Neural Lagrangian Schr\"odinger Bridge: Diffusion Modeling for Population Dynamics

TL;DR

This paper introduces a novel neural Lagrangian Schr"odinger bridge approach using neural SDEs to model population dynamics, capturing stochastic sample trajectories more accurately than deterministic models, especially in high-dimensional settings.

Contribution

It formulates the Lagrangian Schr"odinger bridge problem and develops a neural SDE-based method with architecture improvements for efficient population trajectory inference.

Findings

Efficiently approximates population dynamics in high-dimensional data.

Captures stochastic sample-level trajectories using prior knowledge.

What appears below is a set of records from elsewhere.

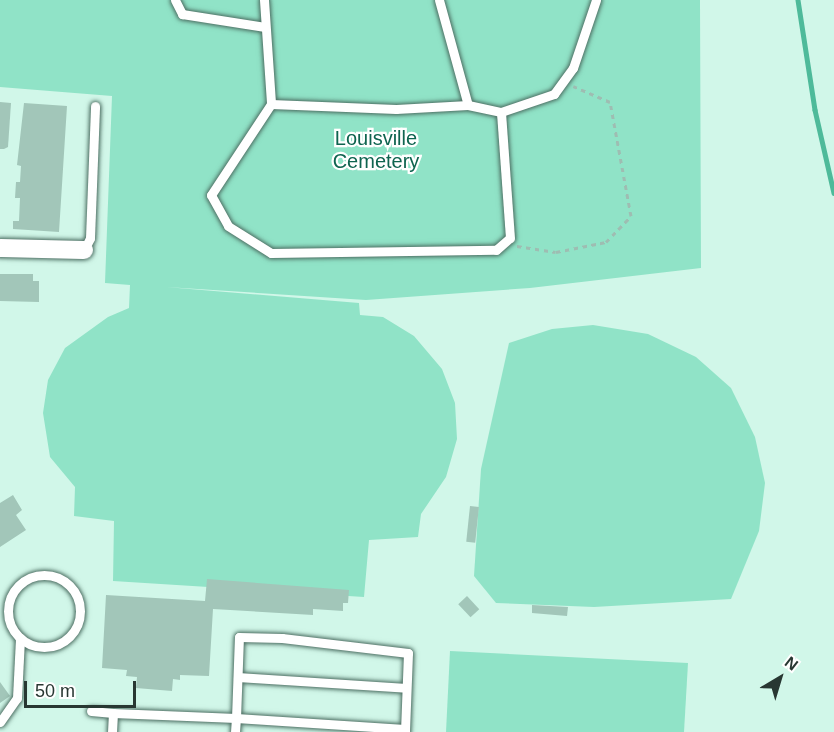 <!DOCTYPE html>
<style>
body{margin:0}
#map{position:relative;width:834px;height:732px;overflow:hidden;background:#d1f7e9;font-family:Arial,sans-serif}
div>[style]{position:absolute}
.green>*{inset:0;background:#90e3c7}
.stream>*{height:4.5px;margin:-2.25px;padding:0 2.25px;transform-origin:2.25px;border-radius:2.25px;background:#4eba9a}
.building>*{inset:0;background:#a2c6b9;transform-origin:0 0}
.path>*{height:3px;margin-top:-1.5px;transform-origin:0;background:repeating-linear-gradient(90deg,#9ebdb2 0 4.5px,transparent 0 9px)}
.roads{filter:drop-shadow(0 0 2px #4d6f63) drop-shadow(0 0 2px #4d6f63)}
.lane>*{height:9px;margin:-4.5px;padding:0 4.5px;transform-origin:4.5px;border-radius:4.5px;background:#fff}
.lane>.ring{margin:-4.5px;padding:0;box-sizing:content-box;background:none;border:9px solid #fff;border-radius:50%}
.street>*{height:18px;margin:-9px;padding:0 9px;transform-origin:9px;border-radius:9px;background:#fff}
span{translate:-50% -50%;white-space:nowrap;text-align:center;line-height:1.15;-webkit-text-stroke:4.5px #fff;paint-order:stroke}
.park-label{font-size:20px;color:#0e644f}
.north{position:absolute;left:750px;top:648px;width:60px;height:60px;-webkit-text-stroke:4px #fff;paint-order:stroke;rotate:38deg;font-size:16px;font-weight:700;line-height:24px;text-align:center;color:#283732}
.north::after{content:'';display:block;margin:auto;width:21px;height:27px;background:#283732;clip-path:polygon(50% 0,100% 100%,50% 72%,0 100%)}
.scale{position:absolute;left:24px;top:681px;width:112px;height:27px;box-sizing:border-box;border:3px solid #283732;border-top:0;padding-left:8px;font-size:18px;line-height:21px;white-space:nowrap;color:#283732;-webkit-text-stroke:4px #fff;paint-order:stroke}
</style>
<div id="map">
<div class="green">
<i style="clip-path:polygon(0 0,700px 0,701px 268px,530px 288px,366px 300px,166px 287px,359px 303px,360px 315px,383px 317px,414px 336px,442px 369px,455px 403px,457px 439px,446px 477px,421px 514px,418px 537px,369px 540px,364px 597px,113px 581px,114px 521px,74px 516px,75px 487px,50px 457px,43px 413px,48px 380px,65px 348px,108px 317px,129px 308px,130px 285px,105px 283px,112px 96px,0 87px)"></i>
<i style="clip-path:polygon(593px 325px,648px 334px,696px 357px,731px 388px,755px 437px,765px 483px,759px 531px,731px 599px,594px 607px,496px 603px,474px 576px,481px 469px,509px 343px,552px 329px)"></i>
<i style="clip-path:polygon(450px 651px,688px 663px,684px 732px,446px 732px)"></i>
</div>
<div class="stream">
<i style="left:798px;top:0;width:111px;rotate:81.2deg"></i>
<i style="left:815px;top:110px;width:85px;rotate:77.1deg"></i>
</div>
<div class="building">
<i style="clip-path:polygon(0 102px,11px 103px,8px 147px,4px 149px,0 149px)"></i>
<i style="clip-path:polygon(24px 103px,67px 106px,59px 232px,13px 229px,13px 221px,19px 221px,20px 198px,15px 198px,16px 182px,20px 182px,21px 166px,17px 165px)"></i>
<i style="clip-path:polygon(0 274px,33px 274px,33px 281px,39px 281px,39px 302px,0 301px)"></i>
<i style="clip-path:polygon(13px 495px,22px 510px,16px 515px,26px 530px,0 547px,0 503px)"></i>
<i style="left:470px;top:506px;width:9px;height:36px;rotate:6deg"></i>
<i style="clip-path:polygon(207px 579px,349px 590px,348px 603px,343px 603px,343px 611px,313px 609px,313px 615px,213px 609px,209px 676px,180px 675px,180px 680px,173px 679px,172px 691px,136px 688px,137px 677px,126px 676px,127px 670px,102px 668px,106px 595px,205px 601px)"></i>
<i style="left:467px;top:596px;width:18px;height:12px;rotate:47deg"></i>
<i style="clip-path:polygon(532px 605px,568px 607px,567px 616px,532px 613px)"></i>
<i style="clip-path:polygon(0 682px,10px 696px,0 703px)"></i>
</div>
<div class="path">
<i style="left:517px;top:246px;width:39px;rotate:9deg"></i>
<i style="left:556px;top:252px;width:51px;rotate:-11.3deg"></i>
<i style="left:606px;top:242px;width:36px;rotate:-46deg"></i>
<i style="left:631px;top:216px;width:116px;rotate:-100.4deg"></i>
<i style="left:610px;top:102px;width:40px;rotate:-156.6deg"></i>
</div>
<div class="roads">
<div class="lane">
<i style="left:175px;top:0;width:16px;rotate:63deg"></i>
<i style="left:182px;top:14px;width:84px;rotate:8.9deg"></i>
<i style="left:264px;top:0;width:104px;rotate:86.1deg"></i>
<i style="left:271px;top:104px;width:109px;rotate:123.4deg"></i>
<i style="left:211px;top:195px;width:35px;rotate:61deg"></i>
<i style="left:228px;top:226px;width:51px;rotate:32.1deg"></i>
<i style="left:271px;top:253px;width:225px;rotate:-0.8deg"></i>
<i style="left:496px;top:250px;width:18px;rotate:-41deg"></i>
<i style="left:510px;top:238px;width:126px;rotate:-94.1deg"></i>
<i style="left:439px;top:0;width:109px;rotate:74.6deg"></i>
<i style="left:468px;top:105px;width:34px;rotate:12deg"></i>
<i style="left:501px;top:112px;width:56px;rotate:-18.8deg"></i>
<i style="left:554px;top:94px;width:32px;rotate:-54deg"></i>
<i style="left:573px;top:68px;width:72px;rotate:-71.3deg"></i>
<i style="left:271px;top:104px;width:125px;rotate:2.3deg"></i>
<i style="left:396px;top:109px;width:72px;rotate:-3.2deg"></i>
<i style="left:84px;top:250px;width:13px;rotate:-63deg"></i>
<i style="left:90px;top:238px;width:132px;rotate:-87.8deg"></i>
<i class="ring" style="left:8px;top:575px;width:63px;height:63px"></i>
<i style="left:238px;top:677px;width:168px;rotate:3.7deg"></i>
<i style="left:91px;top:711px;width:22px;rotate:5deg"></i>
<i style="left:113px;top:713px;width:19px;rotate:93deg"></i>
<i style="left:113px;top:713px;width:123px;rotate:2.3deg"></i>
<i style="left:236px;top:718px;width:81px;rotate:-87.9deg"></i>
<i style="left:239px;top:637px;width:43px;rotate:1.3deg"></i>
<i style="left:282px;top:638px;width:127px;rotate:6.8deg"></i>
<i style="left:408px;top:653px;width:79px;rotate:92.2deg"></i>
<i style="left:0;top:722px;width:29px;rotate:-55deg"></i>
<i style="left:17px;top:698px;width:60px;rotate:-87.1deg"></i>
<i style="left:235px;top:732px;width:14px;rotate:-86deg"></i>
<i style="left:236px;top:718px;width:169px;rotate:3.7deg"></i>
</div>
<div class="street">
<i style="left:0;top:248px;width:84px;rotate:1.4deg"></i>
</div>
</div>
<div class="park-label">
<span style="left:376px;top:150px">Louisville<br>Cemetery</span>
</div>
<div class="north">N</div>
<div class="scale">50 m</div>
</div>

Outperforms existing methods in modeling population movement.

Abstract

Population dynamics is the study of temporal and spatial variation in the size of populations of organisms and is a major part of population ecology. One of the main difficulties in analyzing population dynamics is that we can only obtain observation data with coarse time intervals from fixed-point observations due to experimental costs or measurement constraints. Recently, modeling population dynamics by using continuous normalizing flows (CNFs) and dynamic optimal transport has been proposed to infer the sample trajectories from a fixed-point observed population. While the sample behavior in CNFs is deterministic, the actual sample in biological systems moves in an essentially random yet directional manner. Moreover, when a sample moves from point A to point B in dynamical systems, its trajectory typically follows the principle of least action in which the corresponding action has the smallest possible value. To satisfy these requirements of the sample trajectories, we formulate the Lagrangian Schr\"odinger bridge (LSB) problem and propose to solve it approximately by modeling the advection-diffusion process with regularized neural SDE. We also develop a model architecture that enables faster computation of the loss function. Experimental results show that the proposed method can efficiently approximate the population-level dynamics even for high-dimensional data and that using the prior knowledge introduced by the Lagrangian enables us to estimate the sample-level dynamics with stochastic behavior.